Здесь в лучшем виде произрастают огурцы и капуста, лук и морковь, ячмень и овес, — совхоз «Индустрия» научился выращивать овощи в парниках, теплицах и даже на осушенных болотах, он кормит триста холмогорок и финок не только привозным, но и своим сеном, и город получает каждый день пятьсот литров своего молока. Здесь — в тундре! — заложен ботанический сад с местными деревьями, лекарственными травами и даже лишайниками, которые тоже годятся в дело. Если захотеть, можно засыпать заполярный город своими цветами, грибами, сладчайшими ягодами, и хибиногорцы твердят об этом, и похваливают превосходный климат, и устраивают цветочные клумбы в своем еловом парке.
Но все это не самое главное. Хибины — горная страна, ее главные, неисчерпаемые ценности в недрах, и люди тут живут, припав к самому телу планеты, к складкам и обнаженным слоям ее коры. Изучения основ геологии здесь добиваются с неменьшей придирчивостью, чем знания политграмоты. Лучше не показываться сюда приезжему, путающему геологические периоды и не знающему различия между минералом и горной породой, — засрамят, засмеют. И нет пощады тому залетному журналисту, который в своей публикации собьется в терминах, что-нибудь преувеличит, уменьшит или наплетет небылиц. Его имя долго будут поминать в Хибиногорске с самыми зловещими прибавлениями. А публикация не пройдет незамеченной, потому что здесь ревнивым оком следят за всем, что говорится и пишется о Хибинах.
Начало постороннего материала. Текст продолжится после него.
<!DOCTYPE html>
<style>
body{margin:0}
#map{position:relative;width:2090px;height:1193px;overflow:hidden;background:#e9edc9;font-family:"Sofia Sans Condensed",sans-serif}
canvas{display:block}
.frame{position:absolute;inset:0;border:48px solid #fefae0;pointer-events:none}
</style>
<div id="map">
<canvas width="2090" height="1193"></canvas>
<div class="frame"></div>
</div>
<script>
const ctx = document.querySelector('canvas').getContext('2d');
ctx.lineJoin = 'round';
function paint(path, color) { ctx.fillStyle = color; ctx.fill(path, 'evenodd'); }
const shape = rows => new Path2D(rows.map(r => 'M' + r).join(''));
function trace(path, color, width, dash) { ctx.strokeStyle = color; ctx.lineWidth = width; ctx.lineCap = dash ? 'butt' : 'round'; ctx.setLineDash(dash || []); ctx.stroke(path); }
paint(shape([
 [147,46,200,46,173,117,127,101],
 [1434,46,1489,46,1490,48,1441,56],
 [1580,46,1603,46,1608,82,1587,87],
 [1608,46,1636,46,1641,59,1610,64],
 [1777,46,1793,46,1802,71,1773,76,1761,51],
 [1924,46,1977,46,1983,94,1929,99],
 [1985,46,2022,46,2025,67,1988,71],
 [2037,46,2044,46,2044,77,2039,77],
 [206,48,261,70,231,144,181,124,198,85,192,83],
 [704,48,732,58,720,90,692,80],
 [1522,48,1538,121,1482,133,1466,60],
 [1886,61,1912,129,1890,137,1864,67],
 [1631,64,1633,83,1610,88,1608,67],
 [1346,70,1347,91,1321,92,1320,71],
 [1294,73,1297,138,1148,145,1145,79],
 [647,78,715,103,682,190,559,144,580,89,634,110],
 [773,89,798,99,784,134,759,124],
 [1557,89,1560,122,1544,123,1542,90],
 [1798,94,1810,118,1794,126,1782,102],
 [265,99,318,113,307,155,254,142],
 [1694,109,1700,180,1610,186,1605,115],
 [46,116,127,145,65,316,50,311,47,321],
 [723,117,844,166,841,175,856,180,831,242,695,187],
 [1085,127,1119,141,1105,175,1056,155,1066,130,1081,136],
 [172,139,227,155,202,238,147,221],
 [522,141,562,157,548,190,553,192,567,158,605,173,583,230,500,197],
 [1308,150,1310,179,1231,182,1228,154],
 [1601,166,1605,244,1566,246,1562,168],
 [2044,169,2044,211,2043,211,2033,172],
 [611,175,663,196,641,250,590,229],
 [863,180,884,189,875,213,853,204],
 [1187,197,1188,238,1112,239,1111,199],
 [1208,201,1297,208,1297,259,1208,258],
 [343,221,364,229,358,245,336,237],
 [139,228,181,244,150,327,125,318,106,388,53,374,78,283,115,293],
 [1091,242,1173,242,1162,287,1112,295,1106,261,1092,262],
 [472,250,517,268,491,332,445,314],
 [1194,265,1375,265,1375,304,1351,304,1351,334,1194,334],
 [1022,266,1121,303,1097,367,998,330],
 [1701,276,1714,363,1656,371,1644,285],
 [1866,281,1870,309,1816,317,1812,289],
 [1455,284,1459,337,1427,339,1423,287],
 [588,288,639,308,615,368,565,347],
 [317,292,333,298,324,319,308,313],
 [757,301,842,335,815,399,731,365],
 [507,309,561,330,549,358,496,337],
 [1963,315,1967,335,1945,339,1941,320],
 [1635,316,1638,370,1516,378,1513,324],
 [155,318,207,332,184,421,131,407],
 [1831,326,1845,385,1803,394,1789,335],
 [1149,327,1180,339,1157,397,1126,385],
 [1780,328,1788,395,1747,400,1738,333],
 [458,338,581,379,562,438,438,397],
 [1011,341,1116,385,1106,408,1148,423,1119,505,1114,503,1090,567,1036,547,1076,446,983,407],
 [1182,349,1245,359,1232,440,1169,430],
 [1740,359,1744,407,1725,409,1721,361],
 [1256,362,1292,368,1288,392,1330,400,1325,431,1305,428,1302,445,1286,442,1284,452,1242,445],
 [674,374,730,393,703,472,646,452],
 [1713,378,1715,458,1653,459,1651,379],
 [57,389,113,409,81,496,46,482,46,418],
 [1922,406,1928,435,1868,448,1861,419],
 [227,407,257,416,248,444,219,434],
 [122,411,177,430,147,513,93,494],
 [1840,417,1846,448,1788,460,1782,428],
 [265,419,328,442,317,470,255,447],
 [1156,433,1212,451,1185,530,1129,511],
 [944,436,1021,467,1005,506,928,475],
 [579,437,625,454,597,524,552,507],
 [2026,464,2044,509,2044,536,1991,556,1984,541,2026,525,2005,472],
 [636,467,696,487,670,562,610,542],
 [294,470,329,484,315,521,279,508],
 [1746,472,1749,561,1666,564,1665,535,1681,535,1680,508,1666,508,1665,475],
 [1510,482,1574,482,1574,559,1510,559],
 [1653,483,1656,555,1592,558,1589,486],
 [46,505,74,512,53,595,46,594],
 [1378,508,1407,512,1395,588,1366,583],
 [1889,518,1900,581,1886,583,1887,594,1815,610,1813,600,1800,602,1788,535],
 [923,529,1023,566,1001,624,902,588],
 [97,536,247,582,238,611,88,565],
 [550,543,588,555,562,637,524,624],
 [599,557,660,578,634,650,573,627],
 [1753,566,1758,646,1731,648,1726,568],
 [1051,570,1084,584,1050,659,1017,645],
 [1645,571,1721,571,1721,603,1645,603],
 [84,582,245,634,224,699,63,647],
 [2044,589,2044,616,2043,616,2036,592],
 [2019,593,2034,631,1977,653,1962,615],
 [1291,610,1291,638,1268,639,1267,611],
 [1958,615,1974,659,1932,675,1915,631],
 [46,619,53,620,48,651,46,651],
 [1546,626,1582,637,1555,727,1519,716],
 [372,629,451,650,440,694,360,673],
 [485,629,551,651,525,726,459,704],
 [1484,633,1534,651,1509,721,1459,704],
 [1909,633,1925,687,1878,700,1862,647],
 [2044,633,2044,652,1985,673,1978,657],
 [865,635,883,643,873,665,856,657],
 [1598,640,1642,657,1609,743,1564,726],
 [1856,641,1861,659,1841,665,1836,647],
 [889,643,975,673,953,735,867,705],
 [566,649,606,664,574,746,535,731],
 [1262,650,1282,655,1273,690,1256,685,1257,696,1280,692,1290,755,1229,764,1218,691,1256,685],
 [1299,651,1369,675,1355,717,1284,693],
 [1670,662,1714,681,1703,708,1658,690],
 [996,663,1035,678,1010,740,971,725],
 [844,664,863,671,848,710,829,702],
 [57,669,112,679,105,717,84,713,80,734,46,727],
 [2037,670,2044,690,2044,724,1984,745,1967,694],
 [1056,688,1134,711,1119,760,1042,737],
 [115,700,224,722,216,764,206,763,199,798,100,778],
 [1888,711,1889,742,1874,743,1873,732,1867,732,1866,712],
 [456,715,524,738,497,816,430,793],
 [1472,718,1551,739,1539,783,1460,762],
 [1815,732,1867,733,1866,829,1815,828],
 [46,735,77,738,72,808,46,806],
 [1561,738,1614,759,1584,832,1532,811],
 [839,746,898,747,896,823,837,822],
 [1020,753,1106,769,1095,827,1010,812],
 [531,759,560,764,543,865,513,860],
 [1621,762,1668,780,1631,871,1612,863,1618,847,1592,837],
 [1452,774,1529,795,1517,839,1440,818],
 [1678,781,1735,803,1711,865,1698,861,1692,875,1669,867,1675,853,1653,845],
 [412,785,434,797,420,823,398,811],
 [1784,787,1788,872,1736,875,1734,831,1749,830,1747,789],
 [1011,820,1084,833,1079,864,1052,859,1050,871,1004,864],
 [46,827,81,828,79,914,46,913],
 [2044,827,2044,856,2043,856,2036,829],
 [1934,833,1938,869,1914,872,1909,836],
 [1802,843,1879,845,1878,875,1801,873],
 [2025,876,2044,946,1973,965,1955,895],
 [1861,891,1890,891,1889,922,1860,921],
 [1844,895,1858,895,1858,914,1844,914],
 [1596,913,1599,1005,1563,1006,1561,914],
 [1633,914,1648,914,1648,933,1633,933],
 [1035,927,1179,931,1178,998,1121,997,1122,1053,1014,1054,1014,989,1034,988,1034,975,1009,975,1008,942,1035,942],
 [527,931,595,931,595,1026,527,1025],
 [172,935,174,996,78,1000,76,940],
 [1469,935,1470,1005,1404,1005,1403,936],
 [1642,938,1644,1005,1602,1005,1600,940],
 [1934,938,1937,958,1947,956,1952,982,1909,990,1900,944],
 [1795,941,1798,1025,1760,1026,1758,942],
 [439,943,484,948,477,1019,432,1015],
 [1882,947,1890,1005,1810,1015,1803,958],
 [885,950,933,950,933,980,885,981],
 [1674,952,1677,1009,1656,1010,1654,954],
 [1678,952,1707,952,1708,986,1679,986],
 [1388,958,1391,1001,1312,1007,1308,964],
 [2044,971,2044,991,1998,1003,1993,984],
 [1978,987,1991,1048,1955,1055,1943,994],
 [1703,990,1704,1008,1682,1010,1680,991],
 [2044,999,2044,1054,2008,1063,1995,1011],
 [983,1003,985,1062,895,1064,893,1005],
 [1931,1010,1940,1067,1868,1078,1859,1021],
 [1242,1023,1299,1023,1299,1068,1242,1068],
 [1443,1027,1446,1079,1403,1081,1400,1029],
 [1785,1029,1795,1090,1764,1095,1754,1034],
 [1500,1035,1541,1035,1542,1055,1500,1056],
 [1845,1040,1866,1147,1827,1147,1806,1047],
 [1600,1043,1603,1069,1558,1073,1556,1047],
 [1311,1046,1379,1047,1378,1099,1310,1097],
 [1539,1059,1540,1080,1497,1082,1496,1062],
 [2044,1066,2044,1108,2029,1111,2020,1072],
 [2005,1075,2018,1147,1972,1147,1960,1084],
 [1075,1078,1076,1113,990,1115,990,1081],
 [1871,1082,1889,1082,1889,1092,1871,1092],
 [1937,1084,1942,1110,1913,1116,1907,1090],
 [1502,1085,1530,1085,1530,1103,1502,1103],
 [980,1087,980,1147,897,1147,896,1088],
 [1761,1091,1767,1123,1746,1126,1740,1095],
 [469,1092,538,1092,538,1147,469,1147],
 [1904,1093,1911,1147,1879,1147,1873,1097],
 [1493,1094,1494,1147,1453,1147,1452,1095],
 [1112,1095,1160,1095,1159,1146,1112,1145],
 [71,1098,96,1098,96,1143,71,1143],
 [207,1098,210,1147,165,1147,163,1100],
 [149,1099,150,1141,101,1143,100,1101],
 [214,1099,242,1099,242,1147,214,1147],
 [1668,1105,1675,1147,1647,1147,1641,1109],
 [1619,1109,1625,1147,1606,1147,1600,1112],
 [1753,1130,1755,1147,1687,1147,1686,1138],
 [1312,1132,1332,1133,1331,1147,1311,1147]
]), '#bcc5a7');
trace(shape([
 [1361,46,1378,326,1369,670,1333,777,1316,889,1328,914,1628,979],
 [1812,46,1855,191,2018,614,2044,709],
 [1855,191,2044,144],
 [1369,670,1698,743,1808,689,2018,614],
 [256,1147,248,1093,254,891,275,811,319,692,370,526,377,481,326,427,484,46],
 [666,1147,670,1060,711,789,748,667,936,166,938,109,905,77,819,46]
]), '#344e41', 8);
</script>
Хибинские минералы — первозданные, редкостные, бесчисленные — чудесны и красками своими, и названиями, и пользой. Эгирин, эвдиалит, астрофиллит, лампрофиллит, флюорит, молибденит… Хибиногорцы с нежностью говорят об этих камнях и о десятках других, которые цветут своими кристаллами в породах древнего Умптека.
Как же сказать об апатите? В этом социалистическом городе, разумеется, нет ни одной церкви. Но если бы позволяли обычаи страны, хибиногорцы воздвигли бы не храм, так небольшой алтарь блаженному Апатиту, виновнику жизни, отцу и патрону города.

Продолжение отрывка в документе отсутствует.